(Saved entries)
%%

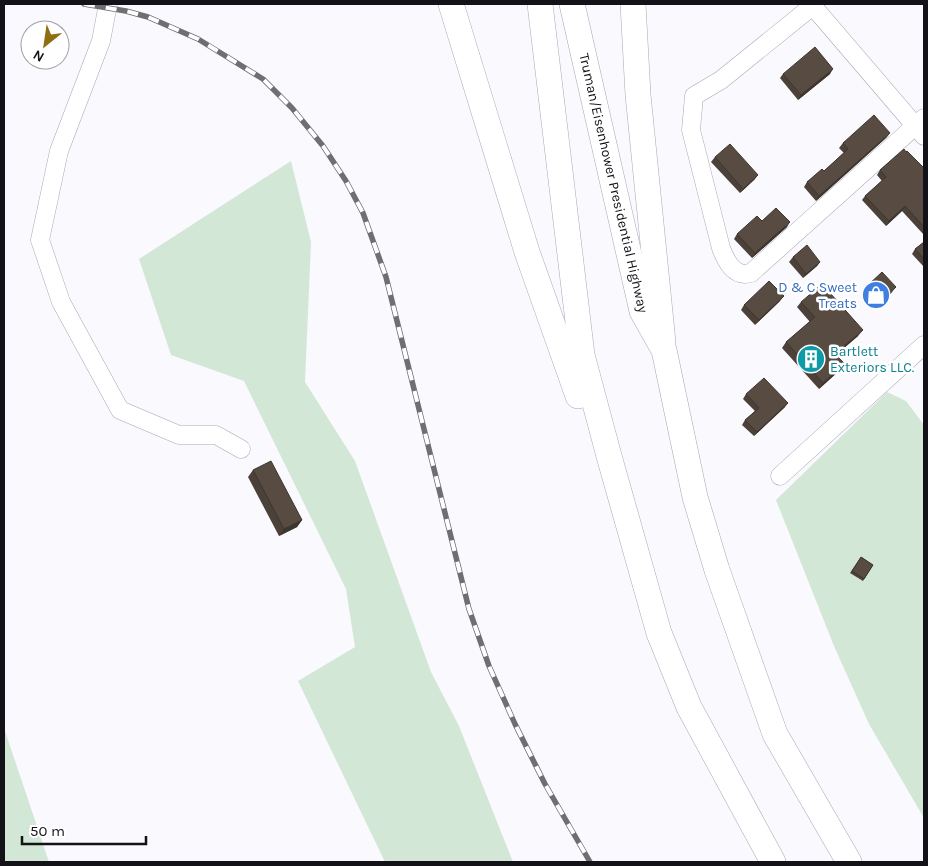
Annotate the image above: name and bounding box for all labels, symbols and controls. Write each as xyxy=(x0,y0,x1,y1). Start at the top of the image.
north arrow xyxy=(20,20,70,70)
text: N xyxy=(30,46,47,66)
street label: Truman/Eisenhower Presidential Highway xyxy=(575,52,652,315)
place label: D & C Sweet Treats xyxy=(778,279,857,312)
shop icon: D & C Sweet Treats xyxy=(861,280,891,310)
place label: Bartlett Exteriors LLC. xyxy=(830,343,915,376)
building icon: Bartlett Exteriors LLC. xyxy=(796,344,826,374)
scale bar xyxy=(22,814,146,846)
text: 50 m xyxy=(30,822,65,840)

%%

# Problem description:
The response should consist of the entries above, given again exactly and free of pictures.

# Result below:
Annotate the image above: name and bounding box for all labels, symbols and controls. Write each as xyxy=(x0,y0,x1,y1). Start at the top of the image.
north arrow xyxy=(20,20,70,70)
text: N xyxy=(30,46,47,66)
street label: Truman/Eisenhower Presidential Highway xyxy=(575,52,652,315)
place label: D & C Sweet Treats xyxy=(778,279,857,312)
shop icon: D & C Sweet Treats xyxy=(861,280,891,310)
place label: Bartlett Exteriors LLC. xyxy=(830,343,915,376)
building icon: Bartlett Exteriors LLC. xyxy=(796,344,826,374)
scale bar xyxy=(22,814,146,846)
text: 50 m xyxy=(30,822,65,840)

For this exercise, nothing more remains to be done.